The pound fell lower in early trade and has remained in the doldrums ever since, as investors search for signs that the EU may be willing to re-negotiate the Irish backstop. Whilst Boris Johnson is due to visit Chancellor Angela Merkel, the chances of the EU ditching the most contested element of the Withdrawal Agreement are slim at best. EU Council President Donald Tusk rebuffed Johnson’s demands to reopen divorce talks on Tuesday. A no deal Brexit is starting to look inevitable.

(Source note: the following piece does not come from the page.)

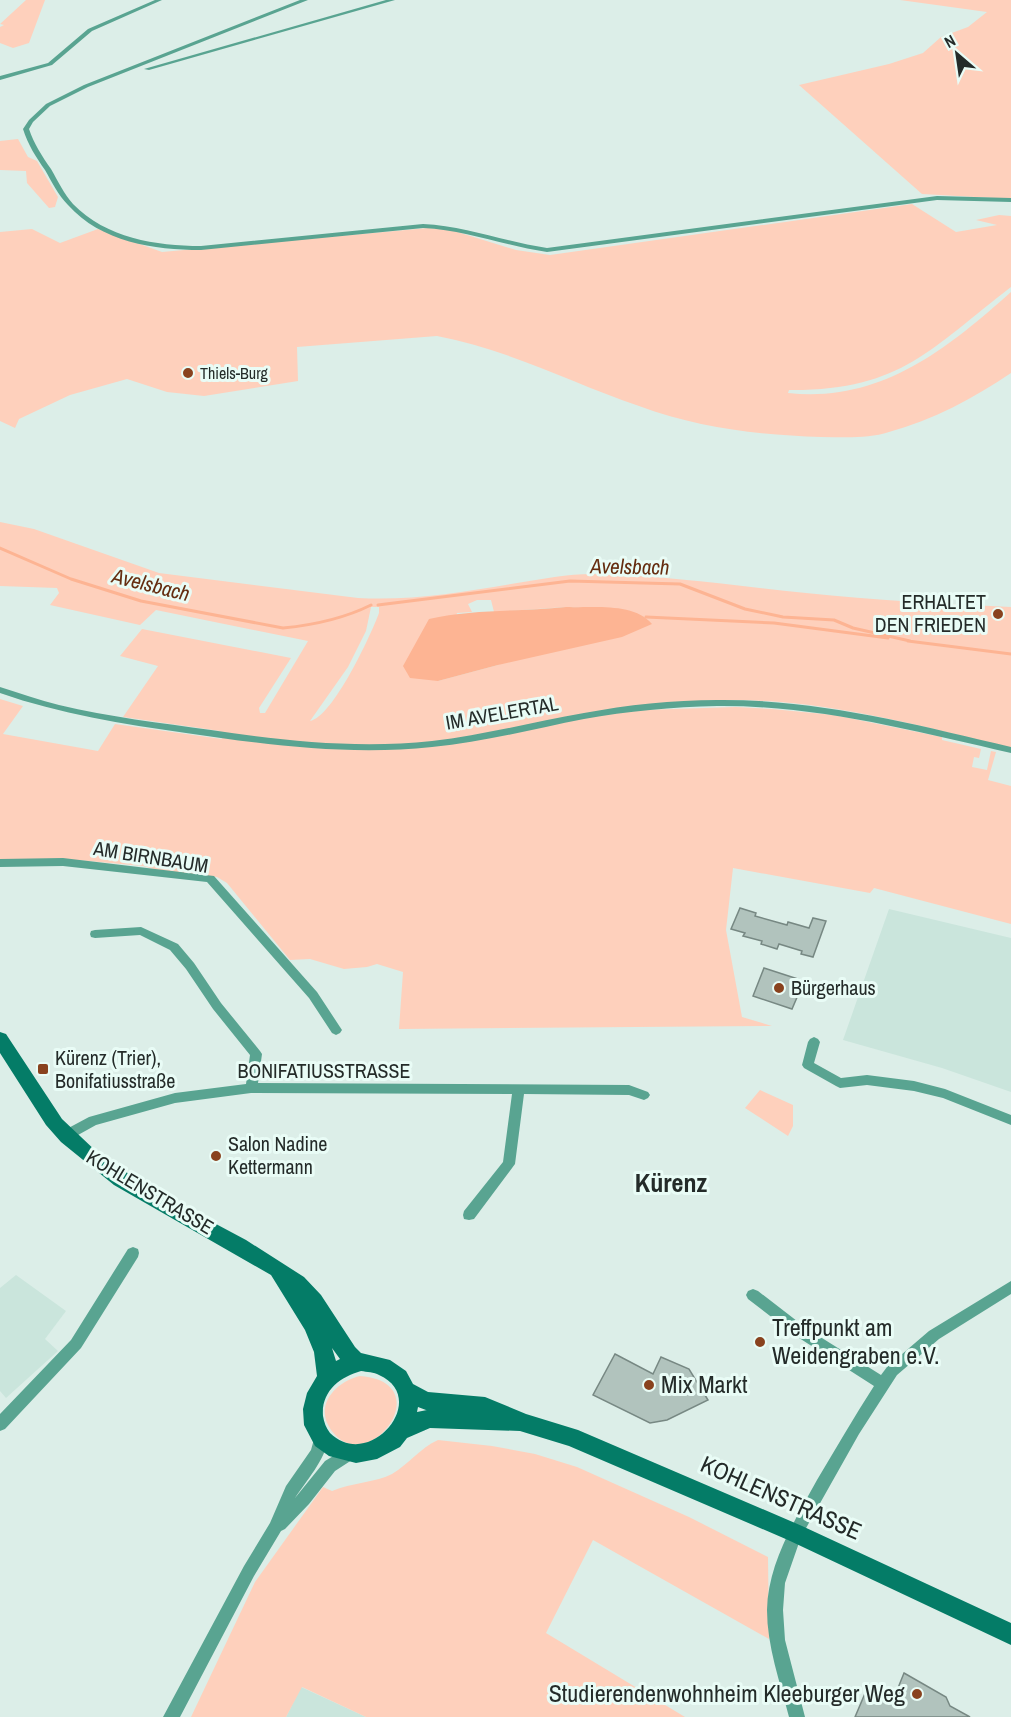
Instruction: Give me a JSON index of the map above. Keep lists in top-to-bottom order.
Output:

Traders are focusing on Boris Johnson’s threat of dramatically reducing contact with the EU in 10 to concentrate on no deal preparations. Whilst the realisation that a disorderly Brexit could be just over 70 days away is unnerving pound traders. The base case scenario has been the UK leaving the EU with a deal. This is on the cusp of changing. Barclays today announced that they now see a no deal Brexit and a rate cut as the base case scenario. Surely it is only a matter of time until the BoE change their base case as well?
Without a practical solution to the Irish backstop problem and with MP’s due back from the summer recess at the beginning of September we can expect pound volatility to increase to new levels in the coming weeks. Headline trading is challenging at the best of times, headline trading weeks from Brexit will certainly result in some wild movements.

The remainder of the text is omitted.